While Musk did not provide evidence of Microsoft’s alleged “illegal training” and did not state what the training was for, ChatGPT is trained using reinforcement learning from human feedback (RLHF) and large bodies of text from various sources across the internet, including human conversations.

Musk’s tweet came shortly after Microsoft announced it was removing Twitter from one of its advertising platforms.

Microsoft did not respond to a request for comment from The Epoch Times on Musk’s lawsuit threat.

Earlier, Musk joined more than 1,100 individuals, including experts and industry executives such as Apple co-founder Steve Wozniak, in signing an open letter calling on all artificial intelligence labs to pause training of systems more powerful than Chat GPT-4 for at least six months.

The letter doesn’t call for a halt to AI development in general, just the most advanced systems in what Musk and the other experts described as an act of “merely a stepping back from the dangerous race to ever-larger unpredictable black-box models with emergent capabilities.”

Musk, along with other signatories of the letter, cited concerns over AI’s possible “risks to society and humanity.”

‘Catastrophic’ Impacts on Society

Signatories of the letter warned that AI systems with human-competitive intelligence could pose “profound risks to society and humanity” and should be planned for and managed carefully to avoid potentially “catastrophic” impacts on the world and its people.

“Having succeeded in creating powerful AI systems, we can now enjoy an ‘AI summer’ in which we reap the rewards, engineer these systems for the clear benefit of all, and give society a chance to adapt,” the experts said.

“Society has hit pause on other technologies with potentially catastrophic effects on society. We can do so here. Let’s enjoy a long AI summer, not rush unprepared into a fall,” they argued.

They called for AI labs and independent experts to use the six-month moratorium to develop and implement a set of safety protocols for advanced AI design that would ensure that these systems are “safe beyond a reasonable doubt.”

‘Tricky Areas’

In his first public remarks since the letter was published, Microsoft co-founder Bill Gates said that calls to pause the development of AI won’t “solve the challenges” ahead, that a stoppage would be hard to implement globally, and that the rationale for doing so isn’t clear.

The Microsoft co-founder threw cold water on the idea of a development pause and suggested a different course of action.

“I don’t think asking one particular group to pause solves the challenges,” Gates said. “Clearly, there [are] huge benefits to these things … what we need to do is identify the tricky areas.”

Besides recommending a more surgical approach to addressing the risks of AI by presumably identifying the biggest risks and working on ways to mitigate them, Gates criticized the letter’s vague criteria for enforcement.

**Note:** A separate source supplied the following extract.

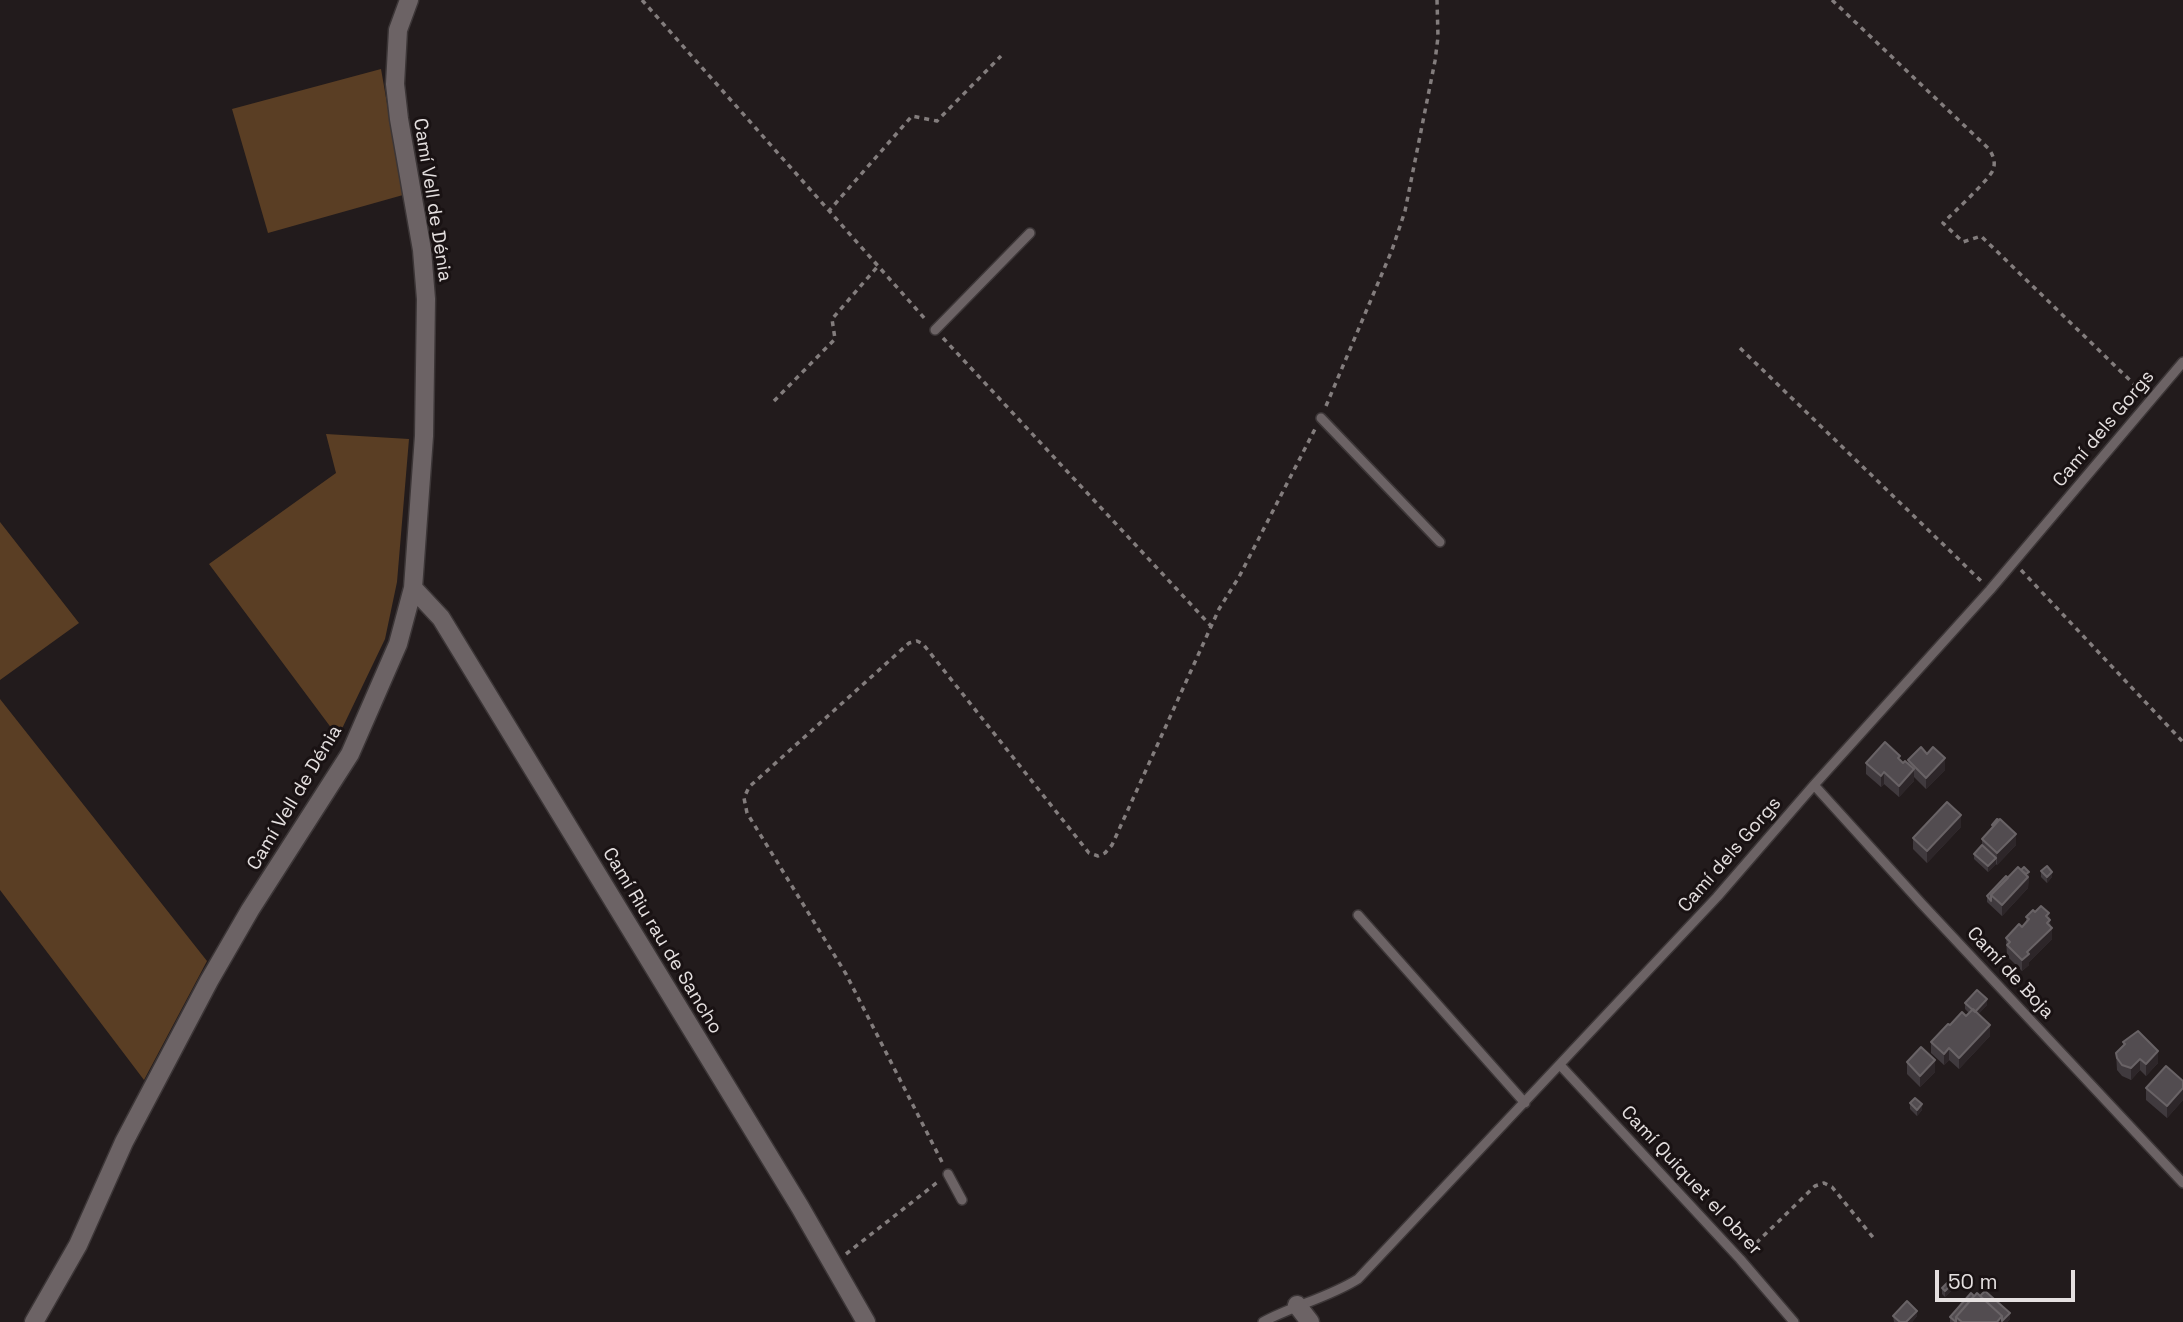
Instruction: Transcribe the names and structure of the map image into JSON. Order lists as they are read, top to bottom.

“I don’t really understand who they’re saying could stop, and would every country in the world agree to stop, and why to stop,” Gates told Reuters. “But there are a lot of different opinions in this area.”

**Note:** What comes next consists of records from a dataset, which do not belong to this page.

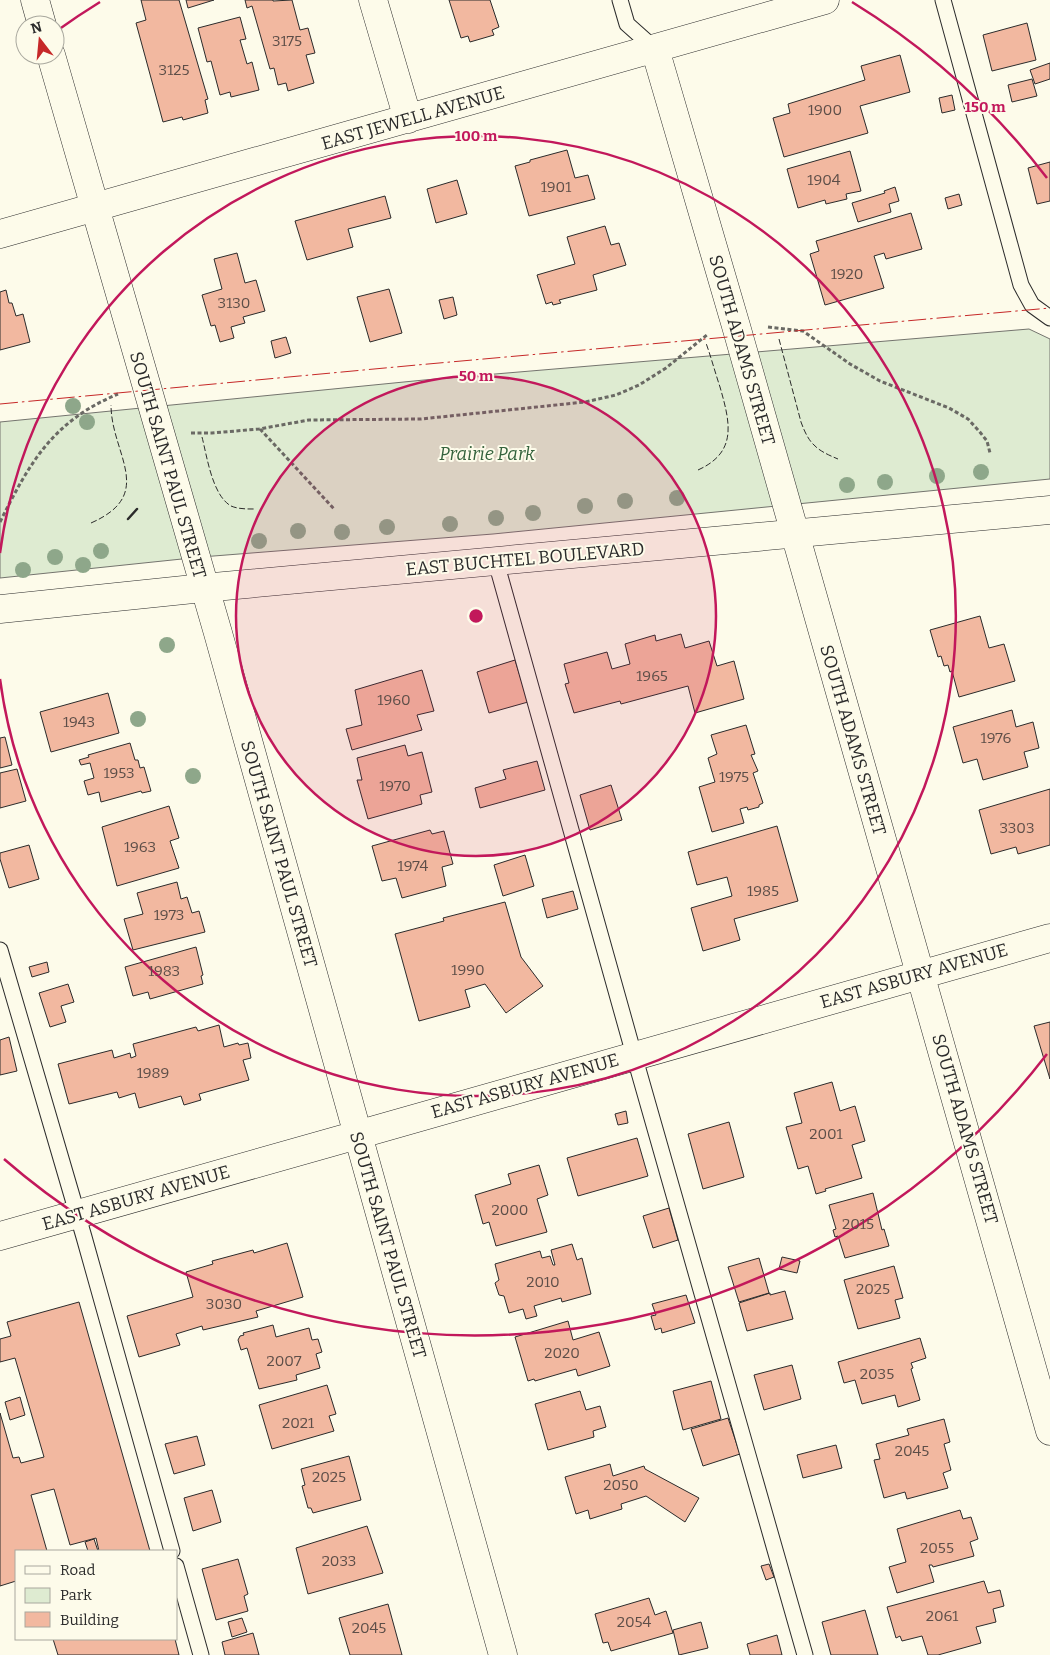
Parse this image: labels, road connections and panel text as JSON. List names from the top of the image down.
{
  "streets": {
    "street": [
      "EAST JEWELL AVENUE",
      "SOUTH ADAMS STREET",
      "SOUTH SAINT PAUL STREET",
      "EAST BUCHTEL BOULEVARD",
      "EAST ASBURY AVENUE"
    ]
  },
  "crossings": [
    ["EAST JEWELL AVENUE", "SOUTH ADAMS STREET"],
    ["EAST JEWELL AVENUE", "SOUTH SAINT PAUL STREET"],
    ["SOUTH ADAMS STREET", "EAST BUCHTEL BOULEVARD"],
    ["SOUTH ADAMS STREET", "EAST ASBURY AVENUE"],
    ["SOUTH SAINT PAUL STREET", "EAST BUCHTEL BOULEVARD"],
    ["SOUTH SAINT PAUL STREET", "EAST ASBURY AVENUE"]
  ],
  "parks": ["Prairie Park"],
  "house_numbers": [
    "3175",
    "3125",
    "1900",
    "1904",
    "1901",
    "1920",
    "3130",
    "1965",
    "1960",
    "1943",
    "1976",
    "1953",
    "1975",
    "1970",
    "3303",
    "1963",
    "1974",
    "1985",
    "1973",
    "1990",
    "1983",
    "1989",
    "2001",
    "2000",
    "2015",
    "2010",
    "2025",
    "3030",
    "2020",
    "2007",
    "2035",
    "2021",
    "2045",
    "2025",
    "2050",
    "2055",
    "2033",
    "2061",
    "2054",
    "2045"
  ],
  "legend": ["Road", "Park", "Building"],
  "north": "top",
  "rings": ["150 m", "100 m", "50 m"]
}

While Gates didn’t specify the “tricky areas” that he had in mind for closer risk scrutiny, he noted in a recent blog post that there is the “possibility that AIs will run out of control” and decide humans are a threat.

He also acknowledged the possibility that superintelligent or “strong” AIs could, in the future, set their goals that could run counter to the interests of humanity.

Microsoft has been at the forefront of AI development, investing billions in OpenAI.

Katabella Roberts contributed to this report.